Aaron Barth

M.A., Ph.D'09 (Philosophy)

 

By Erin Anderson, fourth year student in English and Writing Studies

Dr. Aaron Barth recently presented to a captive audience at TEDxKitchenerED about how e-learning can be made better. Barth says that having a virtual instructor delivering content in a way that mimics a traditional learning environment doesn’t reflect the wants and needs of users in today’s world, whether that’s in the boardroom or the classroom. Instead, he proposes a return to storytelling as the most effective means of transmitting information.

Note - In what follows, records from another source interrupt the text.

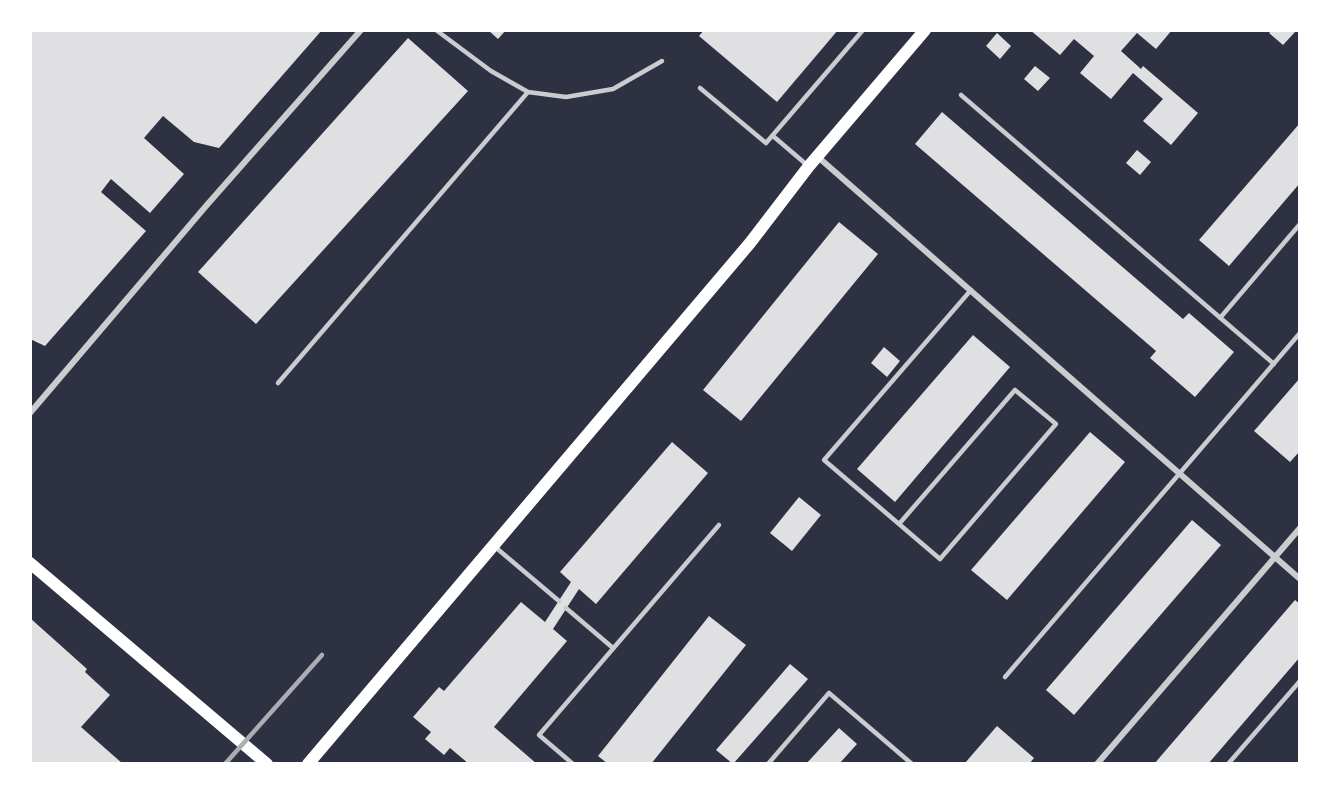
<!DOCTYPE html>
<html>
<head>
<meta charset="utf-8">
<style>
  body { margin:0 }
  #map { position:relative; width:1330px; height:794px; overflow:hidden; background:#2d3142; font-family:Roboto,sans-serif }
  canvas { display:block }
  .frame { position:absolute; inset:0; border:32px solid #fff; pointer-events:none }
</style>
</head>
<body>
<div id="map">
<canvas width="1330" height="794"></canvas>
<div class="frame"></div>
</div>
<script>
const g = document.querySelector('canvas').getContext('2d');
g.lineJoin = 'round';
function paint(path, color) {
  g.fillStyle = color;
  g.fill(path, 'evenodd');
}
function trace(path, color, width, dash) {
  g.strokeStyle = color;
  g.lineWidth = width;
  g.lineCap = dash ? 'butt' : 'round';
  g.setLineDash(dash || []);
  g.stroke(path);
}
const building = new Path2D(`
  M30,30H322L219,148L194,142L163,116L144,138L184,174L150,213L111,179L101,192L146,231L45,346L30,339Z
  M488,30H506L498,39Z
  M704,30H838L777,102L699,36Z
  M1030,30H1172L1156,49L1137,33L1121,51L1141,69L1143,66L1198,113L1171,145L1143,121L1163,99L1133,73L1111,99L1080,73L1094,56L1074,39L1060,55Z
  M1272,30H1292L1295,32L1283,45L1269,33Z
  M997,33L1011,46L1000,59L986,46Z
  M408,38L468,91L256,324L198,272Z
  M1035,66L1050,78L1038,91L1024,79Z
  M942,112L1183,319L1189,313L1234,352L1195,397L1150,358L1156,351L915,144Z
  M1300,123V183L1229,266L1199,240Z
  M1137,150L1151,162L1140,175L1126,163Z
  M839,222L878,254L741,421L703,390Z
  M973,335L1010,367L895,502L857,469Z
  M884,347L900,361L887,377L871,363Z
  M1300,378V451L1290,462L1254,431Z
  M1090,432L1125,462L1007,600L971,570Z
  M672,442L708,473L596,604L579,589L553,629L567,641L494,727L537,764H469L450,748L444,755L425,739L431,732L413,717L439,687L444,691L521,602L545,622L571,582L560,572Z
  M799,497L821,515L792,551L770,533Z
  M1192,520L1221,545L1074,715L1046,690Z
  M1295,600L1300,604V657L1208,764H1154Z
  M709,616L746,645L651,764H608L598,756Z
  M30,618L87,669L85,672L110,695L81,727L123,764H30Z
  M790,664L808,679L733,764L716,750Z
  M997,726L1034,758L1029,764L965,763Z
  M839,728L857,744L839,764H806Z`);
const service = new Path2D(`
  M436,30L491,71L528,92L566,97L613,89L662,61
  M700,88L766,143L863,30
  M961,95L1274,364
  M773,136L807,165
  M1220,318L1300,224
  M278,383L528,92
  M899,524L1015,390L1056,424L940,559L824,460L971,290
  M494,546L559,601
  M566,608L613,648
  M1005,677L1300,333
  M573,764L539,735L719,525
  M768,764L829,693L912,764
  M1228,764L1300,681`);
const minor = new Path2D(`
  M818,157L1300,579
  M30,413L206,206L361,30
  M1097,764L1300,528`);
const secondary = new Path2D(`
  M30,563L267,764
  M308,764L750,243L809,166L925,30`);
const rail = new Path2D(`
  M225,764L322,655`);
paint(building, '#e0e0e3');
trace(service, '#caccd0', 4.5);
trace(minor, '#caccd0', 6);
trace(secondary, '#fff', 12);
trace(rail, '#abadb3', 4.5);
</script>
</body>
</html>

Barth and his core team of experts at Dialectic come from multi-disciplinary backgrounds, including filmmakers, a social scientist, a philosopher, marketing and graphic designers. Barth believes that while technology is important, there are certain gaps that Arts and Humanities graduates are uniquely well-suited to fill. “There’s a higher-level thinking that has to happen around any type of technology; we couldn’t do the work we do without that. That kind of conceptual thinking, that integration, is really a big part of those degrees. In particular the notion of meaning; questions of meaning are endemic of Arts and Humanities disciplines, and identifying meaning is a human skill,” says Barth. He strongly believes that as far as technology and AI have come, that “moving forward, there’s going to be a premium placed on the skills that humans are really good at which is that horizontal integration of ideas, being able to connect seemingly disparate ideas and concepts and make predictions and reason about things in that way, and that is the essence of philosophical reasoning and thought.”

barth_alumni_profile.jpg“E-learning gets a bad rap for good reasons [but] it can be done really well; everything people need is at their fingertips.”

In fact, Barth credits his Philosophy training for much of his ability to be successful. “At the broadest level,” says Barth, “it allows people to think about the relationships between ideas. And those ideas could be about anything. Philosophy really taught me how to organize information: here are the basic principles and from those basic principles, these things follow. That really allows you to teach yourself anything and test your theories about the world.” Barth emphasizes the ability to apply critical thinking to ideas about everything from running a business, marketing, or even employee issues, which he says is so valuable because it leads to better problem-solving and decision-making.

Barth believes it takes courage to look at what you’ve been doing and admit to yourself when something isn’t working. For example, a client approached Dialectic for help creating an e-learning platform to replace their current module-based training that was essentially a three-hour information dump that was only accessible on desktop computers. The company had fairly good vanity metrics, says Barth, but how much value did that learning experience offer its users? True to form, Barth went directly to the source to find out what and how employees wanted to be learning. The response was overwhelming that what users wanted was something short and accessible from any device. They said, “We don’t need more information.” They wanted to know how they could communicate that information to stakeholders, which is a skill that can be practiced through simulations.

That shift in mindset  resulted in an 830% increase in engagement with e-learning for that client in the first three months, and it also lent itself to the creation of Learning Snippets. Learning Snippets is an app designed for training employees on concepts such as diversity and inclusion. Barth references the concept of the Ebbinghaus forgetting curve—the idea that users forget approximately 60% of the information they’ve consumed within 20 minutes of learning it—when considering the shortcomings of traditional methods of e-learning. “We combat that with quick hits of learning over long periods of time…to extend and reinforce the new skills they’re training on. It’s sent directly to the user’s inbox so they can complete it whenever or wherever.” Knowing that scenarios are the best way to train people and having internal expertise in both technology and content, Barth says that the expansion made sense. He saw a market need for effective diversity training and saw it as a perfect values alignment for Dialectic. “Learning Snippets is distilling what Dialectic does really well into the smallest, most accessible package possible.” Barth says he and his team are excited because “it allows us to do really good work on important social issues and could really grow our business as well.” 

The primary goal of communicating his ideas through an event like TEDxKitchenerED, for Barth, is to save people from bad e-learning, particularly when he has seen first-hand its effectiveness when it works. “E-learning gets a bad rap for good reasons [but] it can be done really well; everything people need is at their fingertips.” 

Barth believes that if he’s able to teach himself anything, then he can turn around and teach that to others, an idea that’s really shaped his career. “I was looking for a way to build relationships with people within a team that I could create, but also with people that I could help. At the heart of it, teaching and learning is a relationship between the people who are trying to learn something new and the person who is trying to transfer information or skills. It just naturally led to thinking that maybe I can teach in those contexts and therefore generate the kind of relationships that meant a lot to me.”

Which is exactly what Barth and his team at Dialectic are doing. One TEDx at a time.

Aaron Barth, workplace science thought-leader and the founder and president of Dialectic, gives progressive leaders and HR directors the confidence they need to tackle their hardest people problems using scientific methods. He and his team of gifted scientists and designers have implemented interactive learning experiences for 50+ Canadian companies, revealing workplace barriers and mobilizing impactful strategies.